Estudioso do jogo do bicho, o sociólogo Michel Misse não se surpreende mais com a estreita ligação entre policiais e bicheiros. "É uma relação histórica", afirma. Em entrevista por telefone, Misse analisou a declaração do ex-comandante-geral da Polícia Militar do Paraná, o coronel Marcos Theodoro Scheremeta, que admitiu publicamente na última sexta-feira ter vínculo pessoal com chefões do jogo do bicho em Curitiba.
Para o sociólogo, Scheremeta não pode ser censurado simplesmente por manter amizade com bicheiros desde que isso não tenha influenciado na sua atuação como policial. Misse ressalta que se houve erro na indicação do coronel para o comando da PM, ele não foi do governo estadual, mas sim do oficial, que aceitou. "Ele [Scheremeta] fica numa posição delicada", enfatiza.
O ex-comandante-geral da PM do Paraná afirmou ter relações de amizade com bicheiros.

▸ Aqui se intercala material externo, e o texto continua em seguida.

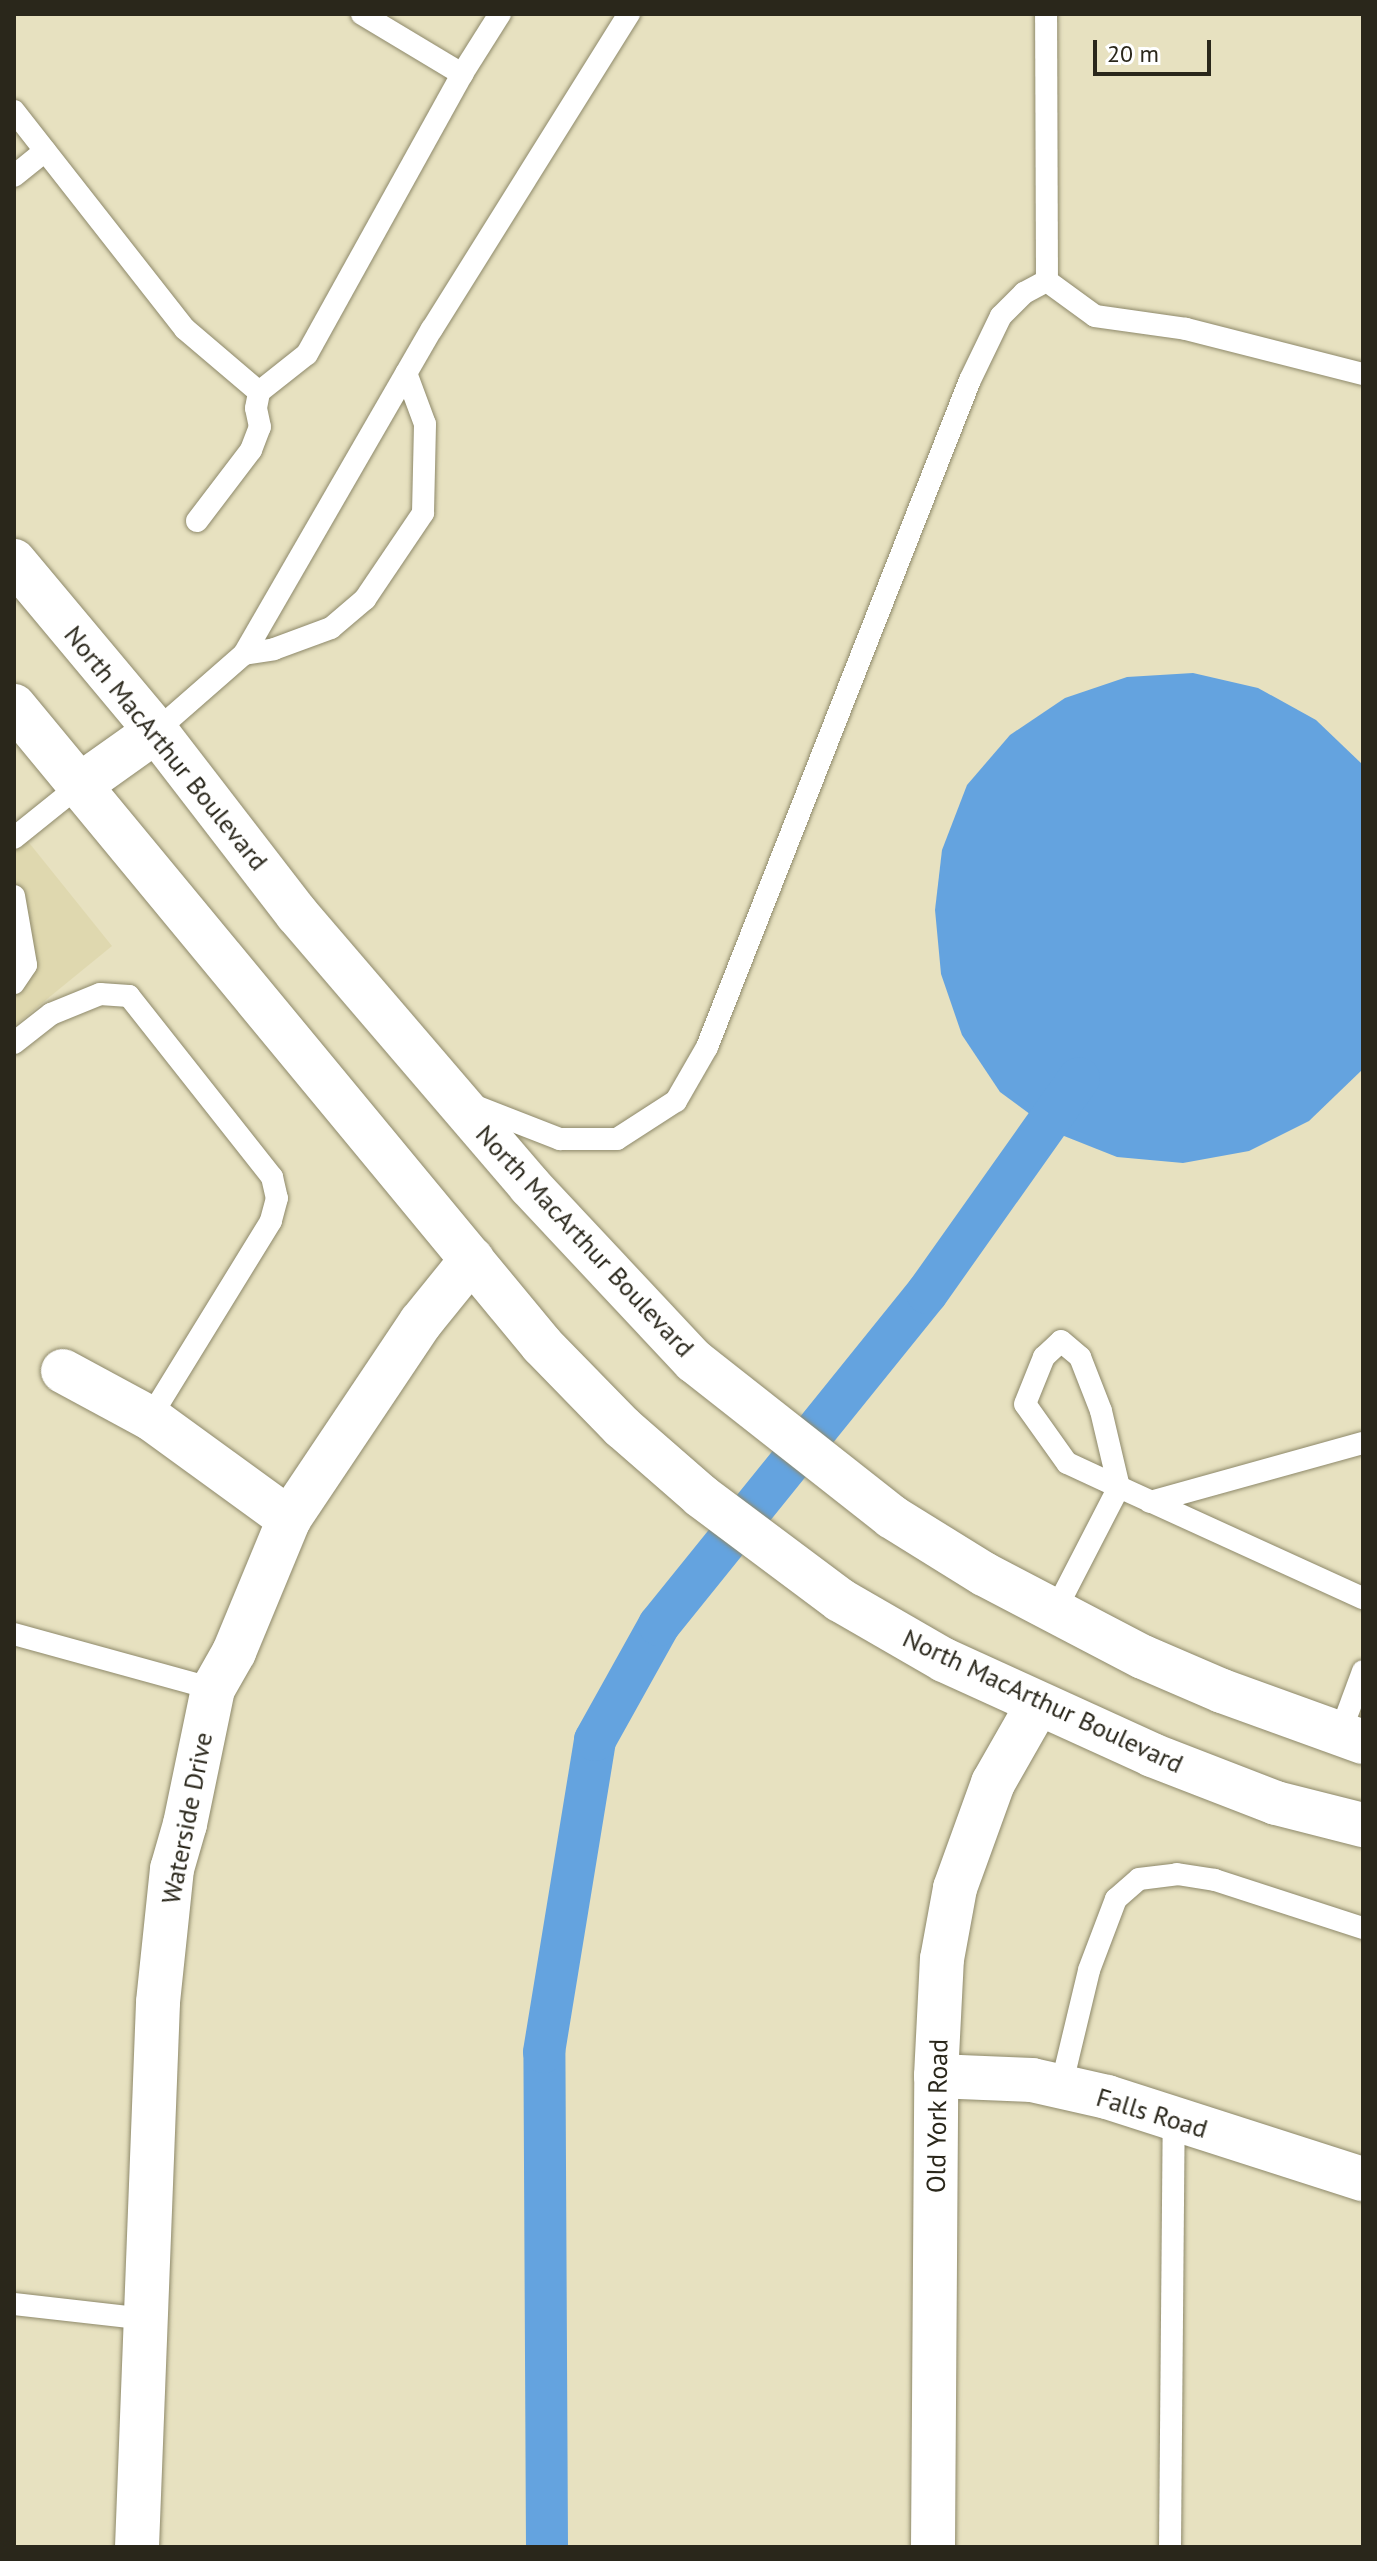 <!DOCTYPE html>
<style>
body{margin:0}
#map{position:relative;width:1377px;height:2561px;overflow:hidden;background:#e7e1c0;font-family:"PT Sans",sans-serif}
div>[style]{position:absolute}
.built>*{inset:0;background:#dfd8af}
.water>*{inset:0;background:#64a3df}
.canal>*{height:42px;margin:-21px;padding:0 21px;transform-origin:21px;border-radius:21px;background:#64a3df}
.roads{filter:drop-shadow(0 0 2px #8e896a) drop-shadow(0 0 2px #8e896a)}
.lane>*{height:22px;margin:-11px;padding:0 11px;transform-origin:11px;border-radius:11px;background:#fff}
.street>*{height:44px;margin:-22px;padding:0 22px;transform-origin:22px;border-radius:22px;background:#fff}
.secondary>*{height:44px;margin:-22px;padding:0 22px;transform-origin:22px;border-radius:22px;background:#fff}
span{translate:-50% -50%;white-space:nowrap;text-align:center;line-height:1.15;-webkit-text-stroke:7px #fff;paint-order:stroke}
.street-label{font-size:26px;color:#2a271b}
.frame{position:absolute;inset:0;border:16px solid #2a271b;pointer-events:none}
.scale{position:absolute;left:1093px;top:40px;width:118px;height:36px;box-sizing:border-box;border:4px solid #2a271b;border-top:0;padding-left:10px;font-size:24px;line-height:28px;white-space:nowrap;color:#2a271b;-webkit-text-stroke:6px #fff;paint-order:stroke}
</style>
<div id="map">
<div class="built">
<div style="clip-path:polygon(14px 824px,112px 946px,14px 1026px)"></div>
</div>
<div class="water">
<div style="clip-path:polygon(1193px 673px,1258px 688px,1316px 720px,1363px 765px,1363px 1069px,1309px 1121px,1249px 1151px,1183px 1163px,1117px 1157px,1054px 1132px,1000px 1092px,962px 1035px,941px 974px,935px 910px,942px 850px,967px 785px,1010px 735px,1065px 698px,1127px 677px)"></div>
</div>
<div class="canal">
<div style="left:547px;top:2547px;width:495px;rotate:-90.3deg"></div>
<div style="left:544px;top:2052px;width:316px;rotate:-80.7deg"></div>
<div style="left:595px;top:1740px;width:132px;rotate:-60.9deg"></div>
<div style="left:659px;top:1625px;width:427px;rotate:-51.1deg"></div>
<div style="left:927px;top:1293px;width:263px;rotate:-54.7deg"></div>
</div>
<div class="roads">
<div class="lane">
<div style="left:362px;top:14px;width:117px;rotate:31deg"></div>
<div style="left:14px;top:111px;width:277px;rotate:51.9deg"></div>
<div style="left:185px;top:329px;width:97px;rotate:40.4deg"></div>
<div style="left:14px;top:176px;width:40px;rotate:-39deg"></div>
<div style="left:1047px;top:281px;width:59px;rotate:36.1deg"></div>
<div style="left:1095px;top:316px;width:92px;rotate:8.1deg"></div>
<div style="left:1186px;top:329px;width:183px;rotate:14.3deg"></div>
<div style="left:197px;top:521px;width:89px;rotate:-52.7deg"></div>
<div style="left:251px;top:450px;width:25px;rotate:-69deg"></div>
<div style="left:260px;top:427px;width:19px;rotate:-102deg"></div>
<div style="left:256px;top:408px;width:16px;rotate:-79deg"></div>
<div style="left:259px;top:392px;width:61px;rotate:-38.4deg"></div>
<div style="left:307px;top:354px;width:320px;rotate:-61deg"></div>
<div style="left:462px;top:74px;width:71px;rotate:-57.7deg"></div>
<div style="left:244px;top:654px;width:30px;rotate:-9deg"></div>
<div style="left:274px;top:649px;width:61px;rotate:-20.2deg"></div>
<div style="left:331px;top:628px;width:45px;rotate:-40.5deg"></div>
<div style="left:365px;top:599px;width:104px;rotate:-56deg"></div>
<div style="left:423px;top:513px;width:89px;rotate:-88.7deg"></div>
<div style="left:425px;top:424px;width:54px;rotate:-110.4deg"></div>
<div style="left:156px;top:731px;width:117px;rotate:-41.2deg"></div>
<div style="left:244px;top:654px;width:375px;rotate:-60deg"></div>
<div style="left:432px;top:329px;width:372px;rotate:-58deg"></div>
<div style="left:14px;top:838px;width:85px;rotate:-38.8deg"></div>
<div style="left:14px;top:896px;width:70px;rotate:80.1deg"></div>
<div style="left:26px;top:965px;width:22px;rotate:124deg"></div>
<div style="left:14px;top:1043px;width:47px;rotate:-38.1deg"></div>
<div style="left:51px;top:1014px;width:53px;rotate:-22.2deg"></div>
<div style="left:100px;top:994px;width:29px;rotate:4deg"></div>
<div style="left:129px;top:996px;width:231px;rotate:51.7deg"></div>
<div style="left:272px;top:1177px;width:22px;rotate:77deg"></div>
<div style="left:277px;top:1198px;width:24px;rotate:105deg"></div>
<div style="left:271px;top:1221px;width:231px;rotate:121.6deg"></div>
<div style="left:470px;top:1104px;width:97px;rotate:21.3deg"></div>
<div style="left:560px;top:1139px;width:57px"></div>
<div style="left:617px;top:1139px;width:70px;rotate:-32.8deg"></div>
<div style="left:676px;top:1101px;width:62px;rotate:-60.1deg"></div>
<div style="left:707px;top:1047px;width:717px;rotate:-68.48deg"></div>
<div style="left:970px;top:380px;width:71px;rotate:-64.2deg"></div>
<div style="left:1001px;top:316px;width:33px;rotate:-45deg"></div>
<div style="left:1024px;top:293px;width:26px;rotate:-28deg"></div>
<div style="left:1047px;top:281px;width:267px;rotate:-90.2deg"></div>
<div style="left:1061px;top:1341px;width:25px;rotate:40deg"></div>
<div style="left:1080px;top:1357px;width:58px;rotate:68.7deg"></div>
<div style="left:1101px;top:1411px;width:78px;rotate:76.7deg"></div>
<div style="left:1119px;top:1487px;width:57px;rotate:-155.2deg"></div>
<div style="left:1067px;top:1463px;width:72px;rotate:-125.4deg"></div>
<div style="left:1025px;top:1404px;width:51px;rotate:-68deg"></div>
<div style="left:1044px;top:1357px;width:23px;rotate:-43deg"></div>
<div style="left:1150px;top:1502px;width:221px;rotate:-15.5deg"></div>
<div style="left:1056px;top:1609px;width:137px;rotate:-62.7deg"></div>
<div style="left:1119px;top:1487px;width:268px;rotate:24.5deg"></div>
<div style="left:14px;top:1634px;width:206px;rotate:15.4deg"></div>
<div style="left:1339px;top:1736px;width:69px;rotate:-69.7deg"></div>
<div style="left:1061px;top:2087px;width:120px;rotate:-76.5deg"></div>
<div style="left:1089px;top:1970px;width:76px;rotate:-69.2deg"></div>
<div style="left:1116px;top:1899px;width:30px;rotate:-41deg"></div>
<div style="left:1139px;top:1879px;width:38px;rotate:-7deg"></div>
<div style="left:1177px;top:1874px;width:38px;rotate:9deg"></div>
<div style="left:1215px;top:1880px;width:156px;rotate:18deg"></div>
<div style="left:14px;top:2304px;width:132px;rotate:6.5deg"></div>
<div style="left:1170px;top:2547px;width:429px;rotate:-89.5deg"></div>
</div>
<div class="street">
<div style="left:63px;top:1371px;width:99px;rotate:28.4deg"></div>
<div style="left:150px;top:1418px;width:172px;rotate:36deg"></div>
<div style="left:936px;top:2076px;width:96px;rotate:2.4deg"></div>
<div style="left:1032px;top:2080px;width:77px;rotate:12.8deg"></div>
<div style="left:1107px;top:2097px;width:269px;rotate:17.8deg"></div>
<div style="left:137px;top:2547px;width:545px;rotate:-87.79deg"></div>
<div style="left:158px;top:2002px;width:134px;rotate:-84deg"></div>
<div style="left:172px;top:1869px;width:47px;rotate:-73.9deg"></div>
<div style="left:185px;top:1824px;width:138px;rotate:-78.3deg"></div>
<div style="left:213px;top:1689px;width:43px;rotate:-60.4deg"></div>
<div style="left:234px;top:1652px;width:144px;rotate:-67.5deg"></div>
<div style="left:289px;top:1519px;width:237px;rotate:-56.2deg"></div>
<div style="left:421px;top:1322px;width:81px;rotate:-51deg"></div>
<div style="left:933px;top:2547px;width:471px;rotate:-89.6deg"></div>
<div style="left:936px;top:2076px;width:117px;rotate:-87.1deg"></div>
<div style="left:942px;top:1959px;width:72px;rotate:-79.6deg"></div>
<div style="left:955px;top:1888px;width:112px;rotate:-70.1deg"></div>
<div style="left:993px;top:1783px;width:91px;rotate:-60.3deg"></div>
</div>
<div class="secondary">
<div style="left:14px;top:561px;width:222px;rotate:50.1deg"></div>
<div style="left:156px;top:731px;width:231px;rotate:52.4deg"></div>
<div style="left:297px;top:914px;width:358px;rotate:49.4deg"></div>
<div style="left:530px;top:1186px;width:240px;rotate:46.9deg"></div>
<div style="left:694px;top:1361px;width:252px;rotate:38.2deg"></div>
<div style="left:892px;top:1517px;width:108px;rotate:31.8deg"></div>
<div style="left:984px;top:1574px;width:179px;rotate:27.6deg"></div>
<div style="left:1143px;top:1657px;width:86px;rotate:23.3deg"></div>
<div style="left:1222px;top:1691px;width:150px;rotate:19.9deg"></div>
<div style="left:14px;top:706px;width:829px;rotate:50.43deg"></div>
<div style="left:542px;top:1345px;width:115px;rotate:45.7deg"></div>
<div style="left:622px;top:1427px;width:105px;rotate:41.1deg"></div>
<div style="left:701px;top:1496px;width:174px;rotate:36.8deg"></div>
<div style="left:840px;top:1600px;width:120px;rotate:30deg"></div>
<div style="left:944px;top:1660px;width:229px;rotate:24.5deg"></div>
<div style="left:1152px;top:1755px;width:133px;rotate:21.2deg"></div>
<div style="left:1276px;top:1803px;width:90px;rotate:14.2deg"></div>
<div style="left:80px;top:785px;width:93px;rotate:-35.4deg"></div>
</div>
</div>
<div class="street-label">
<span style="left:166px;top:748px;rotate:51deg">North MacArthur Boulevard</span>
<span style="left:585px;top:1241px;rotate:47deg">North MacArthur Boulevard</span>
<span style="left:1043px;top:1701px;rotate:25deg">North MacArthur Boulevard</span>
<span style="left:187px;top:1818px;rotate:-79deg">Waterside Drive</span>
<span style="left:1152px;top:2113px;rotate:17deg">Falls Road</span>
<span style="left:937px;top:2116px;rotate:-89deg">Old York Road</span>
</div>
<div class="frame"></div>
<div class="scale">20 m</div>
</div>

Como o senhor avalia essa declaração?
Eticamente é complicado. Mas ao fato de eles serem amigos não há qualquer impedimento. Podem ser amigos de infância e ninguém pode impedir isso. Agora, como comandante da PM, ele fica em uma posição delicada.
Essa relação não interfere no trabalho dele como policial?
Depende. É uma posição delicada, difícil para ele, mas não se pode condenar uma amizade. Só se pode condenar caso ele não estivesse fazendo seu trabalho. Se ficar provado que o comandante não cumpriu a lei, então sim.
Como o senhor analisa essa ligação entre policiais e bicheiros?
É uma relação histórica, até porque o jogo do bicho é histórico. Existe há mais de um século no Brasil. É evidente que a manutenção da criminalização do jogo favorece essa situação. O jogo do bicho é popular. Se fosse algo clandestino... mas o jogo é praticamente semilegal. Em todo o país você vê os apontadores do bicho trabalhando. A repressão é muito seletiva. O Brasil não é um país para principiantes.
Por que é tão difícil reprimir o jogo do bicho?
Nos Estados Unidos havia uma campanha moral para controlar o consumo de bebida alcoólica [no início do século passado]. Então, fizeram a Lei Seca. Quando começaram a ver que todos bebiam clandestinamente e o resultado era o pior possível, resolveram acabar com a lei. A situação do jogo do bicho é mais ou menos semelhante. Você tem uma criminalização de uma atividade que é popular. Muitas vezes o próprio policial joga no bicho e ele acha absurda essa criminalização. Isso facilita a corrupção.
O governo do Paraná errou ao colocar um coronel que tem relações pessoais com contraventores no comando da PM?
Se houve um erro, esse erro incide sobre o próprio comandante. Ele fica numa posição delicada. Ninguém pode de antemão supor que o fato de você ter uma amizade signifique estar corrompido. Isso é muito importante frisar. Se o governo escolheu como comandante da PM alguém que é amigo de bicheiros, colocou essa pessoa numa posição difícil. Se o comandante quis esse cargo, é porque aceitou o desafio. Não dá para ficar criminalizando antes da hora. Agora, é uma situação delicada para um comandante, não resta dúvida.
A Polícia Federal fez uma operação recentemente contra o jogo do bicho em Curitiba que criou constrangimento nas polícias estaduais...
O que pode estar ocorrendo é um grau de tolerância. O jogo não é crime, é uma contravenção. Ela dá uma prisão de no máximo seis meses. No Nordeste, por exemplo, a PF fechou várias lojas onde se tinha jogo do bicho. Por quê? Havia uma tolerância local com relação ao jogo. No Rio de Janeiro e na Bahia, nos anos 60, os governadores decidiram tolerar. Foi amplamente publicado na imprensa. Chamaram isso de Operação Magalhães [em referência ao ex-governador Juracy Magalhães] porque começou na Bahia e o [governador] Badger da Silveira aderiu no Rio. Foi uma decisão estadual de não gastar o tempo da polícia com isso. O que acontece hoje em dia é que se o governador fizer algo assim o Ministério Público vai para cima dele. Então, hoje a tendência é praticar a tolerância sem falar, sem divulgar.